Its key findings are critically important:
One-third of young people are classed as students, up from just 13% during the last survey in 2007. But many are apparently “studying further to delay entry into the workforce or perhaps as a means of ‘timepass’
There is also a clear caste divide in terms of access to education, with “42% of Upper Caste youth reporting themselves as students, compared to 25% of Dalit youth and just 16% of Adivasi.”
“Agriculture is the largest employer of India’s youth” – and 39% of these young people are lowly-paid hired workers
Unsurprisingly, given this background, nearly 1 in 5 young people are worried about jobs and employment, whilst 1 in 10 worry about inequality and corruption
India’s youth also tend to be conservative – 53% oppose dating before marriage, 45% oppose inter-religious marriages and 36% oppose inter-caste marriages.
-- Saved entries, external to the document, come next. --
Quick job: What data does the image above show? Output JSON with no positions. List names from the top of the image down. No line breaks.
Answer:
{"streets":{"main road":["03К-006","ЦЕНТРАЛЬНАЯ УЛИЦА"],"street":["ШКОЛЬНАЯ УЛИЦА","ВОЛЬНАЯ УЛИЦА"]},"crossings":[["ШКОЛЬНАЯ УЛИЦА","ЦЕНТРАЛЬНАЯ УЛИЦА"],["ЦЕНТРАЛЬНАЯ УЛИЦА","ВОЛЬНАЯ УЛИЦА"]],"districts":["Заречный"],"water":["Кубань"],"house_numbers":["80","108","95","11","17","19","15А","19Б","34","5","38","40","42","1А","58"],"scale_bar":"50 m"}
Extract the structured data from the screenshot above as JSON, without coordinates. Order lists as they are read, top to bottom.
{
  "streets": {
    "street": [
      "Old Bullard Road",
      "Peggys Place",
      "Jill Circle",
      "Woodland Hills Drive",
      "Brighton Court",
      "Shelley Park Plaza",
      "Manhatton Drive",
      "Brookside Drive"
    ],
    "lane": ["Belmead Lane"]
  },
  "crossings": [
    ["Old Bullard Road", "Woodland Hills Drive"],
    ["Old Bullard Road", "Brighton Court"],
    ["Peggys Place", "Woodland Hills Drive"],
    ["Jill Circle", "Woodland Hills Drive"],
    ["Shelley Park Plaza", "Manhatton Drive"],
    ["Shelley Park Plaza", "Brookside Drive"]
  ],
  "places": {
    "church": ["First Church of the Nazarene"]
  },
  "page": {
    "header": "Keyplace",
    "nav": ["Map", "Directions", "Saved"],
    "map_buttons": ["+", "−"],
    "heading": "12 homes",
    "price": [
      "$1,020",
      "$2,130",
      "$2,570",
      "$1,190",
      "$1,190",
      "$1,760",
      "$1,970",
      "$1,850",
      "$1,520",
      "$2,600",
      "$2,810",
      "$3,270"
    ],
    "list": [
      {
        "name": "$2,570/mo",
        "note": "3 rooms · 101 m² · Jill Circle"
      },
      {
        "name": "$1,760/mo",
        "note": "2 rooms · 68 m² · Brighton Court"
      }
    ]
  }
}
And the survey adds:
“We also ascertained the youth’s opinion on contentious issues which have been at the centre stage of the ongoing debate over liberty and progressive beliefs – banning of movies which hurt religious sentiments, beef consumption and death penalty. We find that 60% supported banning movies which hurt religious sentiments. 46% object to allowing beef consumption and 49% support retaining capital punishment. These figures clearly indicate that most youngsters remain averse to progressive beliefs on political issues.”
As the Financial Times notes in its comments on the survey:
“Religion retains a powerful grip. Nearly half give religion precedence over science when they clash, while just a third would privilege science over religion….more than half of youths believe women should always listen to their husbands. Nearly two-fifths feel it is inappropriate for a woman to work after marriage, while a significant 38% feel women should not wear jeans.”
Similarly, 40% of young Indian women “favoured the idea of an obedient wife”
The survey evidence confirms a critical paradox about India:
Most young Indians have smartphones and are style-conscious
Yet like most poor people, they are very conservative in their social attitudes, with patriarchy deeply-rooted
It is very easy for non-Indians – seeing television news or making an overnight visit en route to/from China – to simply see the smartphones and fashion, and assume India has now become a middle class society by Western standards. Of course, it does have relatively rich people. But fundamentally, as Indians all know, it remains a very poor country with average earnings just INR 272/day ($4.20) – and less than two-thirds of adults are literate.
There are vast opportunities in India, once one accepts these key facts. These are often focused on helping people to build a better life for themselves – one example, as premier Modi has highlighted, is in providing toilets for the 600m who currently lack access to them.
Hindustan Unilever has understood this basic truth for many years, and has become India’s largest consumer products company as a result. Their mission statement is simple and powerful – “doing well by doing good“.